(Provided data Opens)

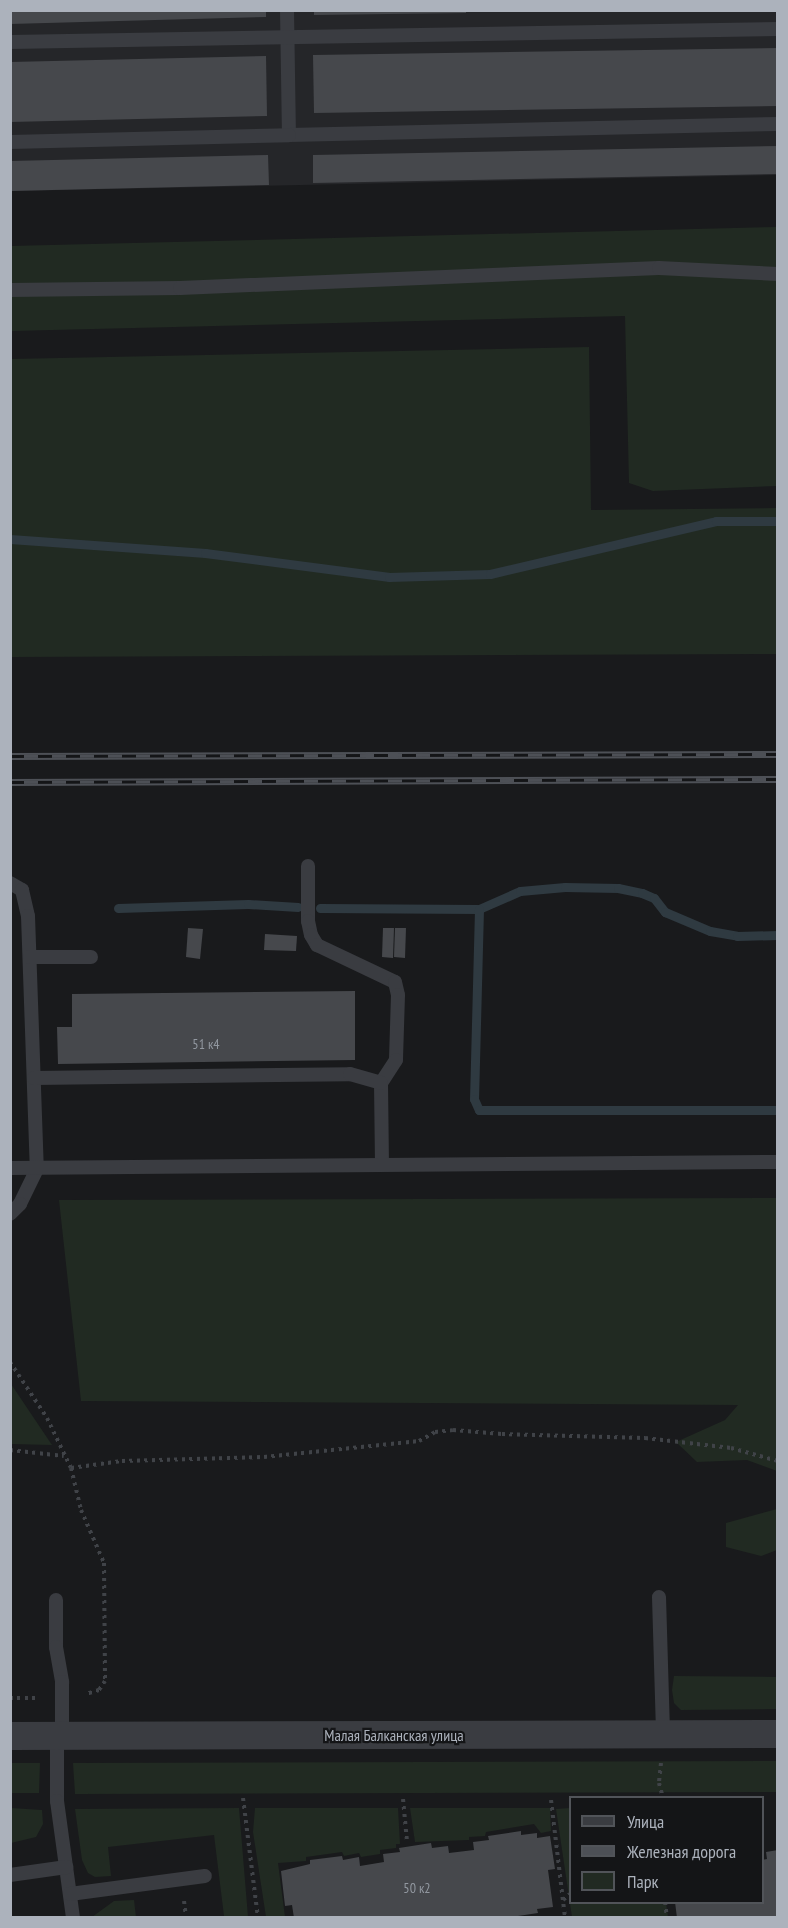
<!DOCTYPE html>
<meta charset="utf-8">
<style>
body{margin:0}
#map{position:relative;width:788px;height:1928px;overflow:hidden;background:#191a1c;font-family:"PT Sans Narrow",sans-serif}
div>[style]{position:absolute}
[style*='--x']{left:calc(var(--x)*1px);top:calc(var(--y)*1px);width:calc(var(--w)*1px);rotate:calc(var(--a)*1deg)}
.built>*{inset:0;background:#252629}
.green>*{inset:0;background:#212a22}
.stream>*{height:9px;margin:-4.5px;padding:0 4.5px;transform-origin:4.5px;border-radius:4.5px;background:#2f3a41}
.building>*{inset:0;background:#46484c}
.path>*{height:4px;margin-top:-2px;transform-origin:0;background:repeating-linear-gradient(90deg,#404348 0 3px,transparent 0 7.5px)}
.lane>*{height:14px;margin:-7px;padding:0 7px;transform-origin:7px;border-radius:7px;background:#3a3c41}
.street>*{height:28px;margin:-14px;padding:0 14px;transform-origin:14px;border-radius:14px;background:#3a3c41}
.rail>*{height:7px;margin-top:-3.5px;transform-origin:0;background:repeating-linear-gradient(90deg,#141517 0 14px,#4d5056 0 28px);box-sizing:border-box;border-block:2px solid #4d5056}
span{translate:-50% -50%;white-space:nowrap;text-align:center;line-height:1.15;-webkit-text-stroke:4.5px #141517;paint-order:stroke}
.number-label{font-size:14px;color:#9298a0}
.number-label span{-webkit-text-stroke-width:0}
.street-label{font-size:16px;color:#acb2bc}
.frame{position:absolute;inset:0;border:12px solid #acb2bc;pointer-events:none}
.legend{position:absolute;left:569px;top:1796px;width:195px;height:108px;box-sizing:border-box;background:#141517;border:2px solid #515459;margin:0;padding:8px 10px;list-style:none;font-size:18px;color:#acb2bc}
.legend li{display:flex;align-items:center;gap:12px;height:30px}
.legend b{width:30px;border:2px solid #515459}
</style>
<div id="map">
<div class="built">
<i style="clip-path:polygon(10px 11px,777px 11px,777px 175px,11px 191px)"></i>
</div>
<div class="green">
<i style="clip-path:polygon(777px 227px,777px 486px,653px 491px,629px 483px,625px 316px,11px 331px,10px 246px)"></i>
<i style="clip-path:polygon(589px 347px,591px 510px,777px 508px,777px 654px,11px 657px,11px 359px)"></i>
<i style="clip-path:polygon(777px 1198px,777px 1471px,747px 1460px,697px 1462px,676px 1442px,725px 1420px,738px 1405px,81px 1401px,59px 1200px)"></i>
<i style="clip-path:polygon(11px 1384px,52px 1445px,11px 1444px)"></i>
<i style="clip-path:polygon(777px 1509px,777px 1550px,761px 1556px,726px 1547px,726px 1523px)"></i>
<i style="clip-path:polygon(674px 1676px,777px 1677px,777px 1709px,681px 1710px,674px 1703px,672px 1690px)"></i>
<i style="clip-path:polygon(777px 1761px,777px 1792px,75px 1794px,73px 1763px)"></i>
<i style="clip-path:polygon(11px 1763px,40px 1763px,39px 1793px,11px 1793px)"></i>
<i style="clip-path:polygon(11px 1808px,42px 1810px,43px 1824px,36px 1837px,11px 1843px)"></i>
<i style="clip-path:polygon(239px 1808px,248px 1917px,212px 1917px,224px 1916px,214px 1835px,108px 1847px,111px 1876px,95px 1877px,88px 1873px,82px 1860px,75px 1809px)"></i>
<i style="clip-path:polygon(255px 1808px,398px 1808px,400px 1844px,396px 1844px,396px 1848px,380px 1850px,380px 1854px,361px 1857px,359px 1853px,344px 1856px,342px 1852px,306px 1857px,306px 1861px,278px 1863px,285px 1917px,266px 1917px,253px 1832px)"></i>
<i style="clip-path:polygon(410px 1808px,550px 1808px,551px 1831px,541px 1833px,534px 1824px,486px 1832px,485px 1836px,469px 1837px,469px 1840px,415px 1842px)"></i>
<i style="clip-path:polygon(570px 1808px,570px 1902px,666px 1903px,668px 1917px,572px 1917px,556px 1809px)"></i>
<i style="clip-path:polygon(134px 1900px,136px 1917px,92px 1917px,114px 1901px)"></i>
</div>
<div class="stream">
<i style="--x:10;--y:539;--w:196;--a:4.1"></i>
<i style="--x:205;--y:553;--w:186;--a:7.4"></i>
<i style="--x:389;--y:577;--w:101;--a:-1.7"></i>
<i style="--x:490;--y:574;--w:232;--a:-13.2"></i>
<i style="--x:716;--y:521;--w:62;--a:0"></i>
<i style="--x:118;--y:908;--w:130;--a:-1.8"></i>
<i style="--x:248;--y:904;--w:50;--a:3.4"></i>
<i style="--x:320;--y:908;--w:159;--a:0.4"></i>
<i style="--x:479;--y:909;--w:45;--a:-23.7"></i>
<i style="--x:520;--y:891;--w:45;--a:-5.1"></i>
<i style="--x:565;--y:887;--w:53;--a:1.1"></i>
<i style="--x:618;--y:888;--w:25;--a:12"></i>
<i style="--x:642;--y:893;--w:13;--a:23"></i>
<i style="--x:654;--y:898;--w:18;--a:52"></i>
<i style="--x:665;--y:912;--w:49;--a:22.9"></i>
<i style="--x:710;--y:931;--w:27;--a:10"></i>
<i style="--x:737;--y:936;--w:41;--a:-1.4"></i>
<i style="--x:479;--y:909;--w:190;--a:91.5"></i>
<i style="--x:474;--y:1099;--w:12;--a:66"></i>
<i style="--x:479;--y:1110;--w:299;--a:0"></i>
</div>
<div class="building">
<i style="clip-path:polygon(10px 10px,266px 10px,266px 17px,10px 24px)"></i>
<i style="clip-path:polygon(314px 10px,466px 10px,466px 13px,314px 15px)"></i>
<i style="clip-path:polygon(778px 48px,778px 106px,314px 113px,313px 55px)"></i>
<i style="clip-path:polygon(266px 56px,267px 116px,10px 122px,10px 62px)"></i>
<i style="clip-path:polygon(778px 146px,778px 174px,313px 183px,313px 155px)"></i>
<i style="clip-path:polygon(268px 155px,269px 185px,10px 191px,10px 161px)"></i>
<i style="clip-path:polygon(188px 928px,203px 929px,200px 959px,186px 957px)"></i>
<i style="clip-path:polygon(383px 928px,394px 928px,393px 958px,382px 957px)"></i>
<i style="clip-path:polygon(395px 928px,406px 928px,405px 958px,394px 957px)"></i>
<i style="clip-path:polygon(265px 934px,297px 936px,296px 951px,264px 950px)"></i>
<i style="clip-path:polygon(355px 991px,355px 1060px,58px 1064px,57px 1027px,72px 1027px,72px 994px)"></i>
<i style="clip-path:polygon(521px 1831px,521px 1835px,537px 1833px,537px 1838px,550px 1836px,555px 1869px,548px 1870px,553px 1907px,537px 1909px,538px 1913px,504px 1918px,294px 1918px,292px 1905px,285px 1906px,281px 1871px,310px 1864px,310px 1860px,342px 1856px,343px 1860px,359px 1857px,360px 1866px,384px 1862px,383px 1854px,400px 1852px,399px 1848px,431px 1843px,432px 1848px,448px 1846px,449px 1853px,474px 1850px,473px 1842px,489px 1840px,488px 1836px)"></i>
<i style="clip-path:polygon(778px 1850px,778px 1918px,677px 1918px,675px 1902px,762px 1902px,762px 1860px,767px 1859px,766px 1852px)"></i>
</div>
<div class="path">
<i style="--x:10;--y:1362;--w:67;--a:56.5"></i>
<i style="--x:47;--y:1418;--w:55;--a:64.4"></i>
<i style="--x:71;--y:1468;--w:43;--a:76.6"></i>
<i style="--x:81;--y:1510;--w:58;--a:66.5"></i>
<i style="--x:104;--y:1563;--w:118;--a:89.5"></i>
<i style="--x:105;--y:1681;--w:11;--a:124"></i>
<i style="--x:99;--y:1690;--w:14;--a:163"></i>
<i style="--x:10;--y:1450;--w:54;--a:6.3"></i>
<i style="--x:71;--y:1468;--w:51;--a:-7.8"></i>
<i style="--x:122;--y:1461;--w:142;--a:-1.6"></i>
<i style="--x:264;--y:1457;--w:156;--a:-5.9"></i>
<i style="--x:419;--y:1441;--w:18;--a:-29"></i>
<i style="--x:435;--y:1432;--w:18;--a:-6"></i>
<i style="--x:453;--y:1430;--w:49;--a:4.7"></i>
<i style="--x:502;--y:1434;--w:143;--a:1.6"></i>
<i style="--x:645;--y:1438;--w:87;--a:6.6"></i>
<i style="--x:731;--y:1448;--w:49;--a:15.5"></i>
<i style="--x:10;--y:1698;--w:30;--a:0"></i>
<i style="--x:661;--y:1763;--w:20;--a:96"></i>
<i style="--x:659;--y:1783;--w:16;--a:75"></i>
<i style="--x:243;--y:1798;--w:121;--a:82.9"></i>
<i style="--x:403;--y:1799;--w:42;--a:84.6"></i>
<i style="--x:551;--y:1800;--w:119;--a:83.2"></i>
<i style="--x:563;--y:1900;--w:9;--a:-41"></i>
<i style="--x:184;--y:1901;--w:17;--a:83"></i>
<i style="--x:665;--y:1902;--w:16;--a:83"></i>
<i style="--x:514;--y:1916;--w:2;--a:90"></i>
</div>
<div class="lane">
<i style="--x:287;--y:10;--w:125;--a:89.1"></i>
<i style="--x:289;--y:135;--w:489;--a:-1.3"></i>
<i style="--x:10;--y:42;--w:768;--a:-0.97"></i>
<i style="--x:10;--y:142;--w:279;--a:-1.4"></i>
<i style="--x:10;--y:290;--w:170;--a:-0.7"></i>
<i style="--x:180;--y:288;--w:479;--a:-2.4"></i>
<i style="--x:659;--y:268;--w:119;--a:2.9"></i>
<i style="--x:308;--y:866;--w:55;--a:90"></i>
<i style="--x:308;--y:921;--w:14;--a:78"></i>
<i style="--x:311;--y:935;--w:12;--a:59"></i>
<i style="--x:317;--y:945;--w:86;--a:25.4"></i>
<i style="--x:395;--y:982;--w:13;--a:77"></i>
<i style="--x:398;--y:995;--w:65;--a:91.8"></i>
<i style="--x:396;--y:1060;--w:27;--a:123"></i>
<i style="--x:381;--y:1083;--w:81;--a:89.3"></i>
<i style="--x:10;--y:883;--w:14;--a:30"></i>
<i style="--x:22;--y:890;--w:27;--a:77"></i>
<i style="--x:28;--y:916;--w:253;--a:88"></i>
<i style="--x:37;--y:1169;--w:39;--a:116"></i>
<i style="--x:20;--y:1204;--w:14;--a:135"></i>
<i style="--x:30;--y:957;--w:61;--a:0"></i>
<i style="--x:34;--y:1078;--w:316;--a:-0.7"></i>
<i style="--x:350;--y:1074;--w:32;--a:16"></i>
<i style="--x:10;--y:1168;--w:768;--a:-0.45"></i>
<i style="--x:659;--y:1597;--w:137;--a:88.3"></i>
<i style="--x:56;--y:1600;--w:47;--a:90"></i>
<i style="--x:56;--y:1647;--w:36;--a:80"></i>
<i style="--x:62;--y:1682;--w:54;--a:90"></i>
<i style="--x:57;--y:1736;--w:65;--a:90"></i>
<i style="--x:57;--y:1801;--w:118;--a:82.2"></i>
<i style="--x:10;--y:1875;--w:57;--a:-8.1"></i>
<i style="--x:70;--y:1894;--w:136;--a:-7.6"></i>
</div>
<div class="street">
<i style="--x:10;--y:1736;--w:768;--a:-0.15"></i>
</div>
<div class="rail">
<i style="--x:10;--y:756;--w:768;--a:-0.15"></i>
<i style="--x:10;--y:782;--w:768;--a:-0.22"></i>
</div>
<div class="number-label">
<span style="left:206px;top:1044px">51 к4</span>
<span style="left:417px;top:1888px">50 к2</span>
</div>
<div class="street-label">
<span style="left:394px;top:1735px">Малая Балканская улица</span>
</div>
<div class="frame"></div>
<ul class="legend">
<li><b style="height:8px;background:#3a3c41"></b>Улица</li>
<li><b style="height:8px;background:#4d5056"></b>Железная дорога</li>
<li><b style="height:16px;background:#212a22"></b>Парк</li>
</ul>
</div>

(Provided data Closes)
(Provided data Opens)

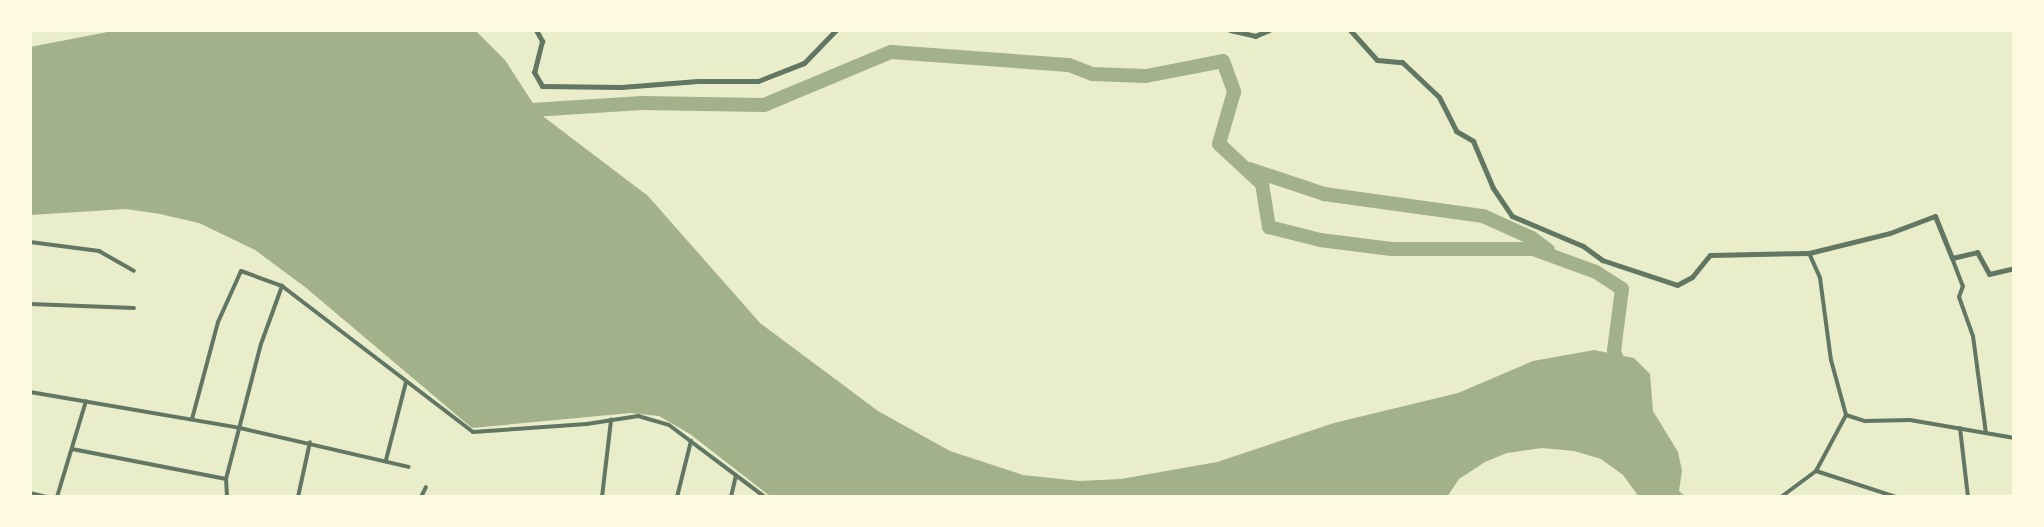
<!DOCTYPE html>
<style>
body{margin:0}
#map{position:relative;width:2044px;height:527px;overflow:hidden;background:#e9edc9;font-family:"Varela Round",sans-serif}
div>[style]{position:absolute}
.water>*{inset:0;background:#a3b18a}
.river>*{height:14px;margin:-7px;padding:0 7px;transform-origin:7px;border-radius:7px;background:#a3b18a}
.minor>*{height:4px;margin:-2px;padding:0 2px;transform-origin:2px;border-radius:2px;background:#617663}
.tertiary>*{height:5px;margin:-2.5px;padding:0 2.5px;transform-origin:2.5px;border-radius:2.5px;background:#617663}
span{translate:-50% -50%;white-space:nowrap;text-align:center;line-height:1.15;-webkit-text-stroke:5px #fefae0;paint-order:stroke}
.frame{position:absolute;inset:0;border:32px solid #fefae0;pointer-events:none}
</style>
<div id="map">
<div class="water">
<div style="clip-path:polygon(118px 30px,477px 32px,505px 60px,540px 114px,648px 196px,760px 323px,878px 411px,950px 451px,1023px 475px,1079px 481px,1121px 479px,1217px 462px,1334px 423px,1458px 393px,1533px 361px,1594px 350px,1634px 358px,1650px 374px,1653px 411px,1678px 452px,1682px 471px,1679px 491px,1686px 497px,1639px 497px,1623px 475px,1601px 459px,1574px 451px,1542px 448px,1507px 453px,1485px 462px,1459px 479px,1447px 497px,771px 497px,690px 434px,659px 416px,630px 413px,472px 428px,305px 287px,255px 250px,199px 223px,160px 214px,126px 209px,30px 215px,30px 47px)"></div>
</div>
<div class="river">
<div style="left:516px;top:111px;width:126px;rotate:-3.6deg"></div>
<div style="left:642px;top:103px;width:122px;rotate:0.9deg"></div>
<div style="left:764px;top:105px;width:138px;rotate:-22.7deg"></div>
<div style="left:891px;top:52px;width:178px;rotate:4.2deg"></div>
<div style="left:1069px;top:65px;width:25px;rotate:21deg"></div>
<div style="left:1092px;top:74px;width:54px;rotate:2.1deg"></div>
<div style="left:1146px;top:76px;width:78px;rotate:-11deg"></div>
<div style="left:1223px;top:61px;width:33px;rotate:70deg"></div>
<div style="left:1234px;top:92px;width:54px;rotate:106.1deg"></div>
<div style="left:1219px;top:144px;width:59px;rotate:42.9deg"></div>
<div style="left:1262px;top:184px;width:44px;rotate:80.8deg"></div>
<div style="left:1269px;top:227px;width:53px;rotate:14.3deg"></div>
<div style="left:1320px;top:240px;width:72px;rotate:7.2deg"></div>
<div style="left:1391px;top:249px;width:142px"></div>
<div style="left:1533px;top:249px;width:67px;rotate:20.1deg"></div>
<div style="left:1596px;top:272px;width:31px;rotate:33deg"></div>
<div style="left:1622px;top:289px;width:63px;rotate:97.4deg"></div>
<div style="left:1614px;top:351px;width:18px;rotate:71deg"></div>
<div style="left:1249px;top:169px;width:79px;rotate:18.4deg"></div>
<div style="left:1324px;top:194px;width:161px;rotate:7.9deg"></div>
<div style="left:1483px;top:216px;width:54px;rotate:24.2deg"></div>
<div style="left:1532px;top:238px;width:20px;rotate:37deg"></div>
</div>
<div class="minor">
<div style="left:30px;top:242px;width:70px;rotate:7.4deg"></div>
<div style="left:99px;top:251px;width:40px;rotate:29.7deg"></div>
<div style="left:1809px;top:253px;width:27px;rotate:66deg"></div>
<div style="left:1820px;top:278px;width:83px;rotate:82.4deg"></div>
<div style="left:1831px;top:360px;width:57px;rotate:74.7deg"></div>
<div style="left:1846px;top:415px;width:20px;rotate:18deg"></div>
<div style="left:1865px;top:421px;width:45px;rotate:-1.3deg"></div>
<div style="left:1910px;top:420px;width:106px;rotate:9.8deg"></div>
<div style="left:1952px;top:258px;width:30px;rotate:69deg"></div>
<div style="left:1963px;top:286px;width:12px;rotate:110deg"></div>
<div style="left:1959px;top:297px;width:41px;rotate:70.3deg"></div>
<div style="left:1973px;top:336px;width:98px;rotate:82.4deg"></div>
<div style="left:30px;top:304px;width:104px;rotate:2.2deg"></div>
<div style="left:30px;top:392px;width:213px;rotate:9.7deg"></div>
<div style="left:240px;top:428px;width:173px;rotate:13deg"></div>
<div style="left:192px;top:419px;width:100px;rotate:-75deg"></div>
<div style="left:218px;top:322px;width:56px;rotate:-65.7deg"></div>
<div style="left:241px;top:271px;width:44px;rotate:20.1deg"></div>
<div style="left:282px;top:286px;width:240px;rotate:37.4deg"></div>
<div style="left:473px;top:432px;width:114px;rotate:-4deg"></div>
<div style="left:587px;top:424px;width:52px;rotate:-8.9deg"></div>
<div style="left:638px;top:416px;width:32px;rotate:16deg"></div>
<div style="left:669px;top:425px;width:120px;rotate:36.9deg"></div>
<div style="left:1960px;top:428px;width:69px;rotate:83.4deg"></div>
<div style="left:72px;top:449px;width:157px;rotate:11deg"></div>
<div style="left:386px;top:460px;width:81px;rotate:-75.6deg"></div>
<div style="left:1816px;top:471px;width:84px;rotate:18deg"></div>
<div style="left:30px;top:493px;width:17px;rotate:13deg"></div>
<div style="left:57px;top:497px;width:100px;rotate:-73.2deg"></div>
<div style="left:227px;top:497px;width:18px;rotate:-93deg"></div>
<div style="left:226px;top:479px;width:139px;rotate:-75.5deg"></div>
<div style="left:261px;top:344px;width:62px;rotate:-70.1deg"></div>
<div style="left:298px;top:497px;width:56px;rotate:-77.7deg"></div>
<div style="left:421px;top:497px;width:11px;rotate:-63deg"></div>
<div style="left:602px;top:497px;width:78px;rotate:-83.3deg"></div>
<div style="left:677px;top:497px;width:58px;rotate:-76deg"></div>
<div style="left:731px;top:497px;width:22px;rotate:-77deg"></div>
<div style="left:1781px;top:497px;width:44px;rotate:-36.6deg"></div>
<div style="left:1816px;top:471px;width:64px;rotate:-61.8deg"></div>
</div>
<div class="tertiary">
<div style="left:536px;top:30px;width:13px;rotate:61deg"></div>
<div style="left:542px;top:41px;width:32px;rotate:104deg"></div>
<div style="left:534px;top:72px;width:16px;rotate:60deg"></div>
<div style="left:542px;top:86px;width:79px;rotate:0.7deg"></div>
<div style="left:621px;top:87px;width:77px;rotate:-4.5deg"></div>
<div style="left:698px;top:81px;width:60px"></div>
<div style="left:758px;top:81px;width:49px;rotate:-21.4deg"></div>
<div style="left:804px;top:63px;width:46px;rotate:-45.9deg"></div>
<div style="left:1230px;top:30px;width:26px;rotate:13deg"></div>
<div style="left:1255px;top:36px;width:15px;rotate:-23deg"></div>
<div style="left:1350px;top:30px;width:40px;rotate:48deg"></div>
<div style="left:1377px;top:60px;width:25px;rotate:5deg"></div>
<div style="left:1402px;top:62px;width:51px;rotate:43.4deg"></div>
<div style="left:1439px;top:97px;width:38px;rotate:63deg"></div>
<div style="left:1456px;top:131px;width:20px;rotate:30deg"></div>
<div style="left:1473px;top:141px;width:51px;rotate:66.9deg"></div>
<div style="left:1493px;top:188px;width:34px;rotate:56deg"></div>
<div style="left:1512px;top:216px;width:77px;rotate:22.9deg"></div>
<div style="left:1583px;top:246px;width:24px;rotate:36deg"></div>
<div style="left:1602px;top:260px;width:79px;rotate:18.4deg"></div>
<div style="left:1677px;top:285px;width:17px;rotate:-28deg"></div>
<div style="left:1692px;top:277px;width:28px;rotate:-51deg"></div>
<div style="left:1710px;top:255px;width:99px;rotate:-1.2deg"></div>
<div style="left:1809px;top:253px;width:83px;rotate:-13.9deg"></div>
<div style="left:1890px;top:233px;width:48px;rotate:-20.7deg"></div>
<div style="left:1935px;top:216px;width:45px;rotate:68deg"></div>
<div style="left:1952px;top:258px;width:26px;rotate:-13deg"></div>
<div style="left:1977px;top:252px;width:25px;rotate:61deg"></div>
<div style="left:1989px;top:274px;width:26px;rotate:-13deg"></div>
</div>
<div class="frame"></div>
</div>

(Provided data Closes)

## What the exercise asks
Whenever a line of the listing above holds the word "river", copy that line.

## Task result
.river>*{height:14px;margin:-7px;padding:0 7px;transform-origin:7px;border-radius:7px;background:#a3b18a}
<div class="river">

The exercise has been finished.